[RECORDS FOR PROCESSING Boundary: Start]
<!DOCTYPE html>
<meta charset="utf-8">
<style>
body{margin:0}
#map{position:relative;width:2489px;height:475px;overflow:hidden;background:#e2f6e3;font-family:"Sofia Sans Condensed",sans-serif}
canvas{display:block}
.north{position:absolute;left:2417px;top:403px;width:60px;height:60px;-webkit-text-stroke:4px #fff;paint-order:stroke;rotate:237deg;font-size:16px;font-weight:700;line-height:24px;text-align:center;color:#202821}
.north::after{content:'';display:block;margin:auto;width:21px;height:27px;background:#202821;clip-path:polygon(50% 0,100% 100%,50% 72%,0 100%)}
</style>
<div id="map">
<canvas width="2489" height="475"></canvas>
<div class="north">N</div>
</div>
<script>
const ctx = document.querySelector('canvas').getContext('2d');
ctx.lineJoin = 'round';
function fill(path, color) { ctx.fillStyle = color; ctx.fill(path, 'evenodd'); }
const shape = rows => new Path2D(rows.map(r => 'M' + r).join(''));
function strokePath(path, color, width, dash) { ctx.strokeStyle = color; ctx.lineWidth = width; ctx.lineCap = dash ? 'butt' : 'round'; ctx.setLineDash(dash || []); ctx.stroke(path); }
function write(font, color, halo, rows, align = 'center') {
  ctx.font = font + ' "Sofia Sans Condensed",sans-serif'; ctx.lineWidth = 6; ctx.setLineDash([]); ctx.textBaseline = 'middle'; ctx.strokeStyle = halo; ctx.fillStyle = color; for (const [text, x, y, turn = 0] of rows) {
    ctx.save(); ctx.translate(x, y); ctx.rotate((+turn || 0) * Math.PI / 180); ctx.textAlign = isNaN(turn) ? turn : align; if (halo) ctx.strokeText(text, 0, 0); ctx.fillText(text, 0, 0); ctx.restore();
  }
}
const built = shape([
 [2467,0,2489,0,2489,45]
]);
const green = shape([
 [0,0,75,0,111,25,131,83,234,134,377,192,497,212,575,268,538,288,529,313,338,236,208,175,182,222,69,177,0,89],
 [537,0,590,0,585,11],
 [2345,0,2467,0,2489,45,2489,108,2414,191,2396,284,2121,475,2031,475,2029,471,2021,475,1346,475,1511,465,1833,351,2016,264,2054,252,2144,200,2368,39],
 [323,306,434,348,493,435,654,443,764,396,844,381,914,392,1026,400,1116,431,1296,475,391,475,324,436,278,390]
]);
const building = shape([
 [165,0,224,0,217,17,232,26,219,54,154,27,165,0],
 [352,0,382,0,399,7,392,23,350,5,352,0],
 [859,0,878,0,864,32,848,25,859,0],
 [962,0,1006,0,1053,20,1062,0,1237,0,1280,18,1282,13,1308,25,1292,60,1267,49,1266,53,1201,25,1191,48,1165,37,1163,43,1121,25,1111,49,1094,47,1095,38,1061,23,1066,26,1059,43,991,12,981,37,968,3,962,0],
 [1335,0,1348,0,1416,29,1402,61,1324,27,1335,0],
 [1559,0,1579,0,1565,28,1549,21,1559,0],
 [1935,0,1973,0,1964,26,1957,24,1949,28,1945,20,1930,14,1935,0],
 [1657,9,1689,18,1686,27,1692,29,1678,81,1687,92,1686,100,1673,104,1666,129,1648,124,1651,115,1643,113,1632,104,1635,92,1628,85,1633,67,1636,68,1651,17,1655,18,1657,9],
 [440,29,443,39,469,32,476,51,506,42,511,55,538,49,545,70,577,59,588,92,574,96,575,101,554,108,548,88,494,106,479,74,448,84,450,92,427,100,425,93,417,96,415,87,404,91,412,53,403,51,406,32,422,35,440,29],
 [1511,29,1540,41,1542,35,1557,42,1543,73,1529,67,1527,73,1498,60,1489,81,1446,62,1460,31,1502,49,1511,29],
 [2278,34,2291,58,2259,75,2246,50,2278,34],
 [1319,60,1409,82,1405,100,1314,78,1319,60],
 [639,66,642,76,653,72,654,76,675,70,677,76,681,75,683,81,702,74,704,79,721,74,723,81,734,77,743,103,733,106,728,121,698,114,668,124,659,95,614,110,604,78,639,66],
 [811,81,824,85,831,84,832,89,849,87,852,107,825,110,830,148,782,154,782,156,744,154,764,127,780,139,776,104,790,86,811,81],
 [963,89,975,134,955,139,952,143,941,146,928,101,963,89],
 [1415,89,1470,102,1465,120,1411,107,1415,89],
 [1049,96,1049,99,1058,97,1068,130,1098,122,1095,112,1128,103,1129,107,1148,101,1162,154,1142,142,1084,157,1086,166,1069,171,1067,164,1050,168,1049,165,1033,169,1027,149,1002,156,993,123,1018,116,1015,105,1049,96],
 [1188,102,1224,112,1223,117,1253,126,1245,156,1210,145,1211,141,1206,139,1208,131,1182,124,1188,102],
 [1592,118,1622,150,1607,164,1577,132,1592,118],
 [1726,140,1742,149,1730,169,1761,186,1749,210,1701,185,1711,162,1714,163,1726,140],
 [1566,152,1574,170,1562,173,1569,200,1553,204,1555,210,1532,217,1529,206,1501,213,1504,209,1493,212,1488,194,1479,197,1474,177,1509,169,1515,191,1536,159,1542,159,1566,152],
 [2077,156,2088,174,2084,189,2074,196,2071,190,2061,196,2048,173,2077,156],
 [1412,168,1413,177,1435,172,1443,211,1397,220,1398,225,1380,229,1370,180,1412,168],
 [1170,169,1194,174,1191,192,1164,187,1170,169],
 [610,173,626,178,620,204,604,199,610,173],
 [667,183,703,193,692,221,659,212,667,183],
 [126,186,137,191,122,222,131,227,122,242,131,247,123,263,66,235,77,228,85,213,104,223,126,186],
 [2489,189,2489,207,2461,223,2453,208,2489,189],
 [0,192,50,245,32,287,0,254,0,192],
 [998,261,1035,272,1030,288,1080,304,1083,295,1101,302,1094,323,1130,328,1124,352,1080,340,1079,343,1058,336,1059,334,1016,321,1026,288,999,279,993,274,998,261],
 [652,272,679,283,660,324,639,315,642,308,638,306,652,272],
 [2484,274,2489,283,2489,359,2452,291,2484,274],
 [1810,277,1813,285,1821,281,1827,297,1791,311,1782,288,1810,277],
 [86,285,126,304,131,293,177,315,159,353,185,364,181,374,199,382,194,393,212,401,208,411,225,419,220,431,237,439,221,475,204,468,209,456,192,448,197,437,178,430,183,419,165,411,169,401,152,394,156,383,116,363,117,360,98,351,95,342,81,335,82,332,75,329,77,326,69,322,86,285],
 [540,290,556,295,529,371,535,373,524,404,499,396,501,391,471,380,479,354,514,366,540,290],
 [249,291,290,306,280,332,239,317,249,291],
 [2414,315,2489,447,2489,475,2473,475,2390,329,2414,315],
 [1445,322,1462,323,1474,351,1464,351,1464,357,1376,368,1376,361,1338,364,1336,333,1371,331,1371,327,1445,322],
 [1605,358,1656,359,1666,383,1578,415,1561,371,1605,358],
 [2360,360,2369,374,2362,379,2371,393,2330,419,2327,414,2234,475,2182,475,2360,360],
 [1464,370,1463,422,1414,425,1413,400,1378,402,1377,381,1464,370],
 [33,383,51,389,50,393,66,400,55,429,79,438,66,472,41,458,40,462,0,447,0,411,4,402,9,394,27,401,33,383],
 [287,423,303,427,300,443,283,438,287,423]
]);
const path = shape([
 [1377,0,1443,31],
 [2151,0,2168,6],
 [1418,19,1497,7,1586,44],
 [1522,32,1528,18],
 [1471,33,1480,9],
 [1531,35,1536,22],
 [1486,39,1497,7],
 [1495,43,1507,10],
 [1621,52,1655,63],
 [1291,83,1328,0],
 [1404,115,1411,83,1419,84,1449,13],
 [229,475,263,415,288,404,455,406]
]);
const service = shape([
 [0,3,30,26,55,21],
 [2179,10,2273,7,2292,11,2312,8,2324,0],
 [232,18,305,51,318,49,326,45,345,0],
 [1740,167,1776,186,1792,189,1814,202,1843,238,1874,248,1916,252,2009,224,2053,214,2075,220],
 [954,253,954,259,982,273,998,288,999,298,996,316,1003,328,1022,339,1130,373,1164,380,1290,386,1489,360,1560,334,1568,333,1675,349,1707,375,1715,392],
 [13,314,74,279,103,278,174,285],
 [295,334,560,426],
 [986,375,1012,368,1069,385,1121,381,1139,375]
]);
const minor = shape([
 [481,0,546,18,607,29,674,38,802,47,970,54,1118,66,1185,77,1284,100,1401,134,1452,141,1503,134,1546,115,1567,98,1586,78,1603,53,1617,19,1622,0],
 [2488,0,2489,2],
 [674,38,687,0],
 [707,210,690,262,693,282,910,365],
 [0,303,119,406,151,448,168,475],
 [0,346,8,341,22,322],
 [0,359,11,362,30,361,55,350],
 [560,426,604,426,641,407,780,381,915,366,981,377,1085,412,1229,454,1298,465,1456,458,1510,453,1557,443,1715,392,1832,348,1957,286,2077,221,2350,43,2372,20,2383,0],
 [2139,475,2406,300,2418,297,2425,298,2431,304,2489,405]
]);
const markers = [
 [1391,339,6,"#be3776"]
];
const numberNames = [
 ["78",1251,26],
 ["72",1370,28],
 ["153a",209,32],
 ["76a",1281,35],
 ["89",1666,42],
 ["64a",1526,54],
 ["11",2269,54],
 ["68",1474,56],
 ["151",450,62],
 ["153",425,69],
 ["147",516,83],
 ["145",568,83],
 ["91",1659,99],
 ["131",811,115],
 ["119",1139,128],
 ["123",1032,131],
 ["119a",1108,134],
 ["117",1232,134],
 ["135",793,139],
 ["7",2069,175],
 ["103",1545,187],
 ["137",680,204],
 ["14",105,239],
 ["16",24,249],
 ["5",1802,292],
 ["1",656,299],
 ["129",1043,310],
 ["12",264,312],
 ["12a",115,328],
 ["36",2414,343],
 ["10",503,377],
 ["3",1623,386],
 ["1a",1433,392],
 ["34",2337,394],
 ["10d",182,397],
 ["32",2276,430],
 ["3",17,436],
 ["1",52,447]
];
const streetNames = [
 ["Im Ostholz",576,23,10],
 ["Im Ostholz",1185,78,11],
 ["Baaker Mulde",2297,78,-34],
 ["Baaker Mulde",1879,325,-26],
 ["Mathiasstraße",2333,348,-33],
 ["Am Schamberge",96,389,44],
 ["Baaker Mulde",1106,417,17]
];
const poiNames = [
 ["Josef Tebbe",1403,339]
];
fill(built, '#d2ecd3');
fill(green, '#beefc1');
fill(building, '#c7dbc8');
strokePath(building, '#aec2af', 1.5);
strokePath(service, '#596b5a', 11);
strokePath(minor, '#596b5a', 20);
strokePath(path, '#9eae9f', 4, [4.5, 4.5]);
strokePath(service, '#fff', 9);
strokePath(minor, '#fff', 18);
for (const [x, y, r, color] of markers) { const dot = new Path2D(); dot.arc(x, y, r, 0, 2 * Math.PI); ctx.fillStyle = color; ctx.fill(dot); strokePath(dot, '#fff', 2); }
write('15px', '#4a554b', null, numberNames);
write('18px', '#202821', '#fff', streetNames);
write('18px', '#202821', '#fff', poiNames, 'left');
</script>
[RECORDS FOR PROCESSING Boundary: End]
**EXERCISE GOAL:** Counting every line of the records above that has the word "align", state the total and give nothing besides it.

**WORKED SOLUTION:** 3